Pilatus sells most PC-12s with a six-passenger executive interior, but all come equipped with a large aft cargo door. Operators can easily remove some or all of the passenger seats to make room for high priority cargo–or lifestyle accessories, like golf or skiing equipment, or even a motorcycle. Small and large companies fly the PC-12, as do the Canadian police and the Australian Flying Doctor service.
North America represents the largest market for the PC-12. In the U.S., as in Canada and Australia, the PC-12 can fly commercially under IFR conditions–still not the case in all European nations. In 2004 the U.S. market accounted for 48.7 percent of sales, Europe for 36.7 percent and Asia, Australia and Africa each for about 5 percent.
Turbo Porter Revived
The PC-12’s ancestor, the Porter PC-6 utility aircraft, has reemerged 45 years after its first flight. Pilatus has always offered refurbished Porters, but this year demand outstripped supply of used airplanes, so the manufacturer decided to build a batch of five new ones.
The PC-6 is an unpressurized single-engine propjet featuring a high wing and a fixed landing gear. It cruises at a modest 125 knots, but takes off and lands on less than 650 feet of unprepared runway. It often serves as a low-cost alternative to helicopters for civilian and military missions.
The aircraft’s excellent climb performance and large sliding doors on both sides of the fuselage also make it popular for sports parachute drops, as it can carry up to 10 parachuters, plus one pilot. A total of 530 Porters and Turbo Porters have been delivered to date.
The Pilatus PC-21, designed to train military pilots in high-performance flying and sophisticated weapons use at a lower cost, won European and U.S. certification early this year. An initial batch of eight aircraft are now making their way down the assembly line.

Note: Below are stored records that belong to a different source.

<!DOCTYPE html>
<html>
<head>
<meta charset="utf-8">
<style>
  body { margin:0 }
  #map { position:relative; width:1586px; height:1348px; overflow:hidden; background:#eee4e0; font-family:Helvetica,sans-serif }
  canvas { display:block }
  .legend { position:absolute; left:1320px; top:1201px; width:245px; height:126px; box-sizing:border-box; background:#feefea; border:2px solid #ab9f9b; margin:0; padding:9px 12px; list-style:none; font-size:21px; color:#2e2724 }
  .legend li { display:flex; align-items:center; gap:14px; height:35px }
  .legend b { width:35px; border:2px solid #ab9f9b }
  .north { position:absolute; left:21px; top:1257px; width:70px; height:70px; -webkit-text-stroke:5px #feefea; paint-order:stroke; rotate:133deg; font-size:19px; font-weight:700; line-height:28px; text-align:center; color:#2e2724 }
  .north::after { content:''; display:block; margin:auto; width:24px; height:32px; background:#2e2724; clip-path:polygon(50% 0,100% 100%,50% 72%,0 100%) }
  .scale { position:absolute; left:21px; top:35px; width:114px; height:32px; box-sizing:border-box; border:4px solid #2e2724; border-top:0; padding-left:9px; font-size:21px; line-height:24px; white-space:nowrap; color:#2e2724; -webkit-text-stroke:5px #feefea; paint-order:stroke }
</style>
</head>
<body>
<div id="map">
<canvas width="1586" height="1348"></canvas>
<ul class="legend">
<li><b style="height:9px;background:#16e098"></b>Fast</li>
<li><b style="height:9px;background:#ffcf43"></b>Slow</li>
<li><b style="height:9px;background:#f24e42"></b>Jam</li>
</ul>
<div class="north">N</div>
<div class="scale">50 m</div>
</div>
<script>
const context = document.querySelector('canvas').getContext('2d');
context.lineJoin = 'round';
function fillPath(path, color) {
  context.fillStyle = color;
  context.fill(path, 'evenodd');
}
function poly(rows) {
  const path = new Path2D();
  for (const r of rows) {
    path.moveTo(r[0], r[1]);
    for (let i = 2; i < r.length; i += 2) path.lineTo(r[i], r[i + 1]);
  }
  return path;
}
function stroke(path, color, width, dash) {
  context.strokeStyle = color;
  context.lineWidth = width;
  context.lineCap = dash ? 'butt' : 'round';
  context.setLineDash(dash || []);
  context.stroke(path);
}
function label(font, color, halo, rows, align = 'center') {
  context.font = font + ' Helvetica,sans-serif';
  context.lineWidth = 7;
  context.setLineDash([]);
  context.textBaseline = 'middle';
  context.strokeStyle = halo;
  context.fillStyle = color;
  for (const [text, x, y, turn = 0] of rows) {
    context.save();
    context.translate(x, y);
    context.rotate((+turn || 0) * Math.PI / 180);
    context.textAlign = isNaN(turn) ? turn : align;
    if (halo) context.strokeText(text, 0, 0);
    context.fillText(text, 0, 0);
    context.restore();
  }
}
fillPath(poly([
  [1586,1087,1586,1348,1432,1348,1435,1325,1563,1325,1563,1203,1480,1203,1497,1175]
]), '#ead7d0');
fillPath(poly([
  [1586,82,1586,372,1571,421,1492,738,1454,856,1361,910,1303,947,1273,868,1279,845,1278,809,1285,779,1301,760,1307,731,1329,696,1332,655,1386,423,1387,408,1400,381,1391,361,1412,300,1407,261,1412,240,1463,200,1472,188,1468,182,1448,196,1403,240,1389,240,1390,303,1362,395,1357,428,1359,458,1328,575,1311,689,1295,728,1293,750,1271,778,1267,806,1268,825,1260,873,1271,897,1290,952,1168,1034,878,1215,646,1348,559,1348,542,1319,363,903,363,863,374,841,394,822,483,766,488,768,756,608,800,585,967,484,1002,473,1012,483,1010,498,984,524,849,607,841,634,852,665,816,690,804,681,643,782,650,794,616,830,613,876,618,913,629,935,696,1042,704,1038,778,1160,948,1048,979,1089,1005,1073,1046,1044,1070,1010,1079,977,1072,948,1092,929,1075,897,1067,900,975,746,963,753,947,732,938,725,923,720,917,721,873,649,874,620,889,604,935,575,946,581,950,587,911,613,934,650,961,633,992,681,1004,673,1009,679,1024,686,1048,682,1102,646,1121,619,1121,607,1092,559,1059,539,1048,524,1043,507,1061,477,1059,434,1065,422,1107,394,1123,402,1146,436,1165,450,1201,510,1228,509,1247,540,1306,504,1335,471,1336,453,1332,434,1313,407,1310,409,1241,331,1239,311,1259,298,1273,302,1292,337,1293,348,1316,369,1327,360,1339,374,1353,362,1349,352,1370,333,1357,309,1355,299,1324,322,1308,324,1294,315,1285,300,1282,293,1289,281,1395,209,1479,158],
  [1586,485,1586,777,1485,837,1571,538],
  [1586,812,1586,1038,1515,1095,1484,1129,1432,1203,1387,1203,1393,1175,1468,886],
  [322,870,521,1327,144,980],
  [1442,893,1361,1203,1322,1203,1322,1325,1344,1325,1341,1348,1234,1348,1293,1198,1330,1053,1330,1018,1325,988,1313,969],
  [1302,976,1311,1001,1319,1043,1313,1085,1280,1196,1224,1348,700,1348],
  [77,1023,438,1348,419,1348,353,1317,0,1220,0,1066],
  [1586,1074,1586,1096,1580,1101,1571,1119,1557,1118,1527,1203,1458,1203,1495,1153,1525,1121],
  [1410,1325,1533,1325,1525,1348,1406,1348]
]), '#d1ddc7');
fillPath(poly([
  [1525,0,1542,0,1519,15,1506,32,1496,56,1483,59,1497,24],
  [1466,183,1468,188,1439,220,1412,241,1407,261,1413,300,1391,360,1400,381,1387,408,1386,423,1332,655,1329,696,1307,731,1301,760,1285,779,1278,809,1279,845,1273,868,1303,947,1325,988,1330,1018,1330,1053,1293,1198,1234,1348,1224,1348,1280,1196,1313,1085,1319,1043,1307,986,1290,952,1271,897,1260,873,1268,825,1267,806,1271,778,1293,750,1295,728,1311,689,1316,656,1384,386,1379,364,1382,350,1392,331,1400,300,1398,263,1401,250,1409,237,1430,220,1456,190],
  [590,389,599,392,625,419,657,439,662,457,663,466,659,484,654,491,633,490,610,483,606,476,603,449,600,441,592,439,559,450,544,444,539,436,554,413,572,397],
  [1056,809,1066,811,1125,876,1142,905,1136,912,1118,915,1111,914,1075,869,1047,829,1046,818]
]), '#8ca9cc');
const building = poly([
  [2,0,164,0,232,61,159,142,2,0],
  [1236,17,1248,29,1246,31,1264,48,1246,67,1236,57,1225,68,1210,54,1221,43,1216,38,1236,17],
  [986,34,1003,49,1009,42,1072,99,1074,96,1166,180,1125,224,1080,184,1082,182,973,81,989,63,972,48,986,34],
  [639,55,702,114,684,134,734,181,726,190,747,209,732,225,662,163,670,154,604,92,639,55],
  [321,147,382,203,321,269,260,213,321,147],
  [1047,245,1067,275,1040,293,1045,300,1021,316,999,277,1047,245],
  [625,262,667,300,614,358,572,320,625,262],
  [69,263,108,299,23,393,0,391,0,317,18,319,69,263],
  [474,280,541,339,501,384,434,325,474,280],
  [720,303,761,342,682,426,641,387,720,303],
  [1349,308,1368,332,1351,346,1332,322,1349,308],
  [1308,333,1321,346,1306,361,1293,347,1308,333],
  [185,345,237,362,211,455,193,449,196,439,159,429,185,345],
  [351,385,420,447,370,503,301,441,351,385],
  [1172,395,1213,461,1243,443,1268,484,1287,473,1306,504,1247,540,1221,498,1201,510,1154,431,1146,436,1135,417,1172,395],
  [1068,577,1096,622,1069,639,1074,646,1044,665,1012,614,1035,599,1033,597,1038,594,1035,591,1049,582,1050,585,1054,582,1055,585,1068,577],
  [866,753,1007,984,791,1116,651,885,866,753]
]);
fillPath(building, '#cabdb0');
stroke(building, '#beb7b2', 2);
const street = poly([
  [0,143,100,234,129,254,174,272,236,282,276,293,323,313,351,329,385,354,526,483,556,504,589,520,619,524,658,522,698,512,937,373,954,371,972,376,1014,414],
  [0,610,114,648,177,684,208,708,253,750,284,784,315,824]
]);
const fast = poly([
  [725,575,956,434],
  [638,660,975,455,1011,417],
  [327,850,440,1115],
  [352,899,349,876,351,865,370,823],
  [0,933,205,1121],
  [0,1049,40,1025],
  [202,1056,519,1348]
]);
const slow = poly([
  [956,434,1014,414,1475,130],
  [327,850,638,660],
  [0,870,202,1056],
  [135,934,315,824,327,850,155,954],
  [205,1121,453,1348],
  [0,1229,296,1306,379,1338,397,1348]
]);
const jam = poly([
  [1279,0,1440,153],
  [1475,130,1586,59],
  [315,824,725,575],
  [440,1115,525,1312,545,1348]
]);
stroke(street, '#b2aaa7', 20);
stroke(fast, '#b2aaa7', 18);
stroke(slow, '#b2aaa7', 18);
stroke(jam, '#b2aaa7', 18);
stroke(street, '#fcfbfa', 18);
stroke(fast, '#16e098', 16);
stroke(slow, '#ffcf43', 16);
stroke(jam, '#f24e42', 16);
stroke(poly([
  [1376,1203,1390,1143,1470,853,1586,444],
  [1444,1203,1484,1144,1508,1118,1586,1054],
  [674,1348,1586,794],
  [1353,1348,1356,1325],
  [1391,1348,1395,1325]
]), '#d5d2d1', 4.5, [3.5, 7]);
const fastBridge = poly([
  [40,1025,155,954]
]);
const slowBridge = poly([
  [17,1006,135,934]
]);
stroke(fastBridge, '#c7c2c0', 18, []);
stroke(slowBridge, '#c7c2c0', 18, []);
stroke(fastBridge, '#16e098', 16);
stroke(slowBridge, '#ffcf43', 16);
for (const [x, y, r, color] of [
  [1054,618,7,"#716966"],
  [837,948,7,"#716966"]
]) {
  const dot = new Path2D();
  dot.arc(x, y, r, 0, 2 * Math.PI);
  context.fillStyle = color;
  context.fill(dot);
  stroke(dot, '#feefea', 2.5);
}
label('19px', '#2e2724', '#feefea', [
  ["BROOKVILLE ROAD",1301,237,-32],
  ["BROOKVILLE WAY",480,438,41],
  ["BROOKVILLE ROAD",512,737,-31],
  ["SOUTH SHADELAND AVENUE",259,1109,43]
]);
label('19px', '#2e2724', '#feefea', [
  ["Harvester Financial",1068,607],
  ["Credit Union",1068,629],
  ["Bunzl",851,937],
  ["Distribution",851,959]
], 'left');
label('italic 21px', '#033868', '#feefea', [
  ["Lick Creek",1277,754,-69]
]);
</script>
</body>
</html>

Pilatus developed the PC-21 in close collaboration with the air forces of Switzerland, South Africa, Australia and the UK. It hasn’t yet landed a firm order, but Pilatus continues negotiating with several air forces and plans a major marketing effort to start next year. Pilatus has presented a pre-series demonstrator to several air forces, including that of the United Arab Emirates.
Growing Maintenance Business
The large existing fleets of PC-12s, Porters and trainers provide Pilatus with a growing source of maintenance and refurbishing business. To help meet the demand, the manufacturer has acquired in recent years Transairco in Geneva and FFA in Altenrhein, Switzerland, and maintains sales and support subsidiaries in the U.S., Australia and Malaysia.
Transairco and FFA, as well as the main plant in Stans, also maintain aircraft not manufactured by Pilatus, including business jets built by Dassault and Bombardier. The company’s maintenance business increased by 20 percent between 2003 and 2004, and it expects growth to continue throughout 2005.
Despite record PC-12 sales in 2004 (71 aircraft), Pilatus has not managed to equal the revenues it drew in 2000. It attributes the dip to lower trainer sales and, above all, a weak dollar versus the Swiss franc. Nevertheless, Pilatus remains a profitable company, with an operating profit of SFr7 million ($5.6 million) for the latest financial year (about 40 percent up on the previous period).
Pilatus’ board of directors announced that an initial public offering may take place in 2006 or 2007, once PC-21 sales have started, but only under the appropriate financial market conditions.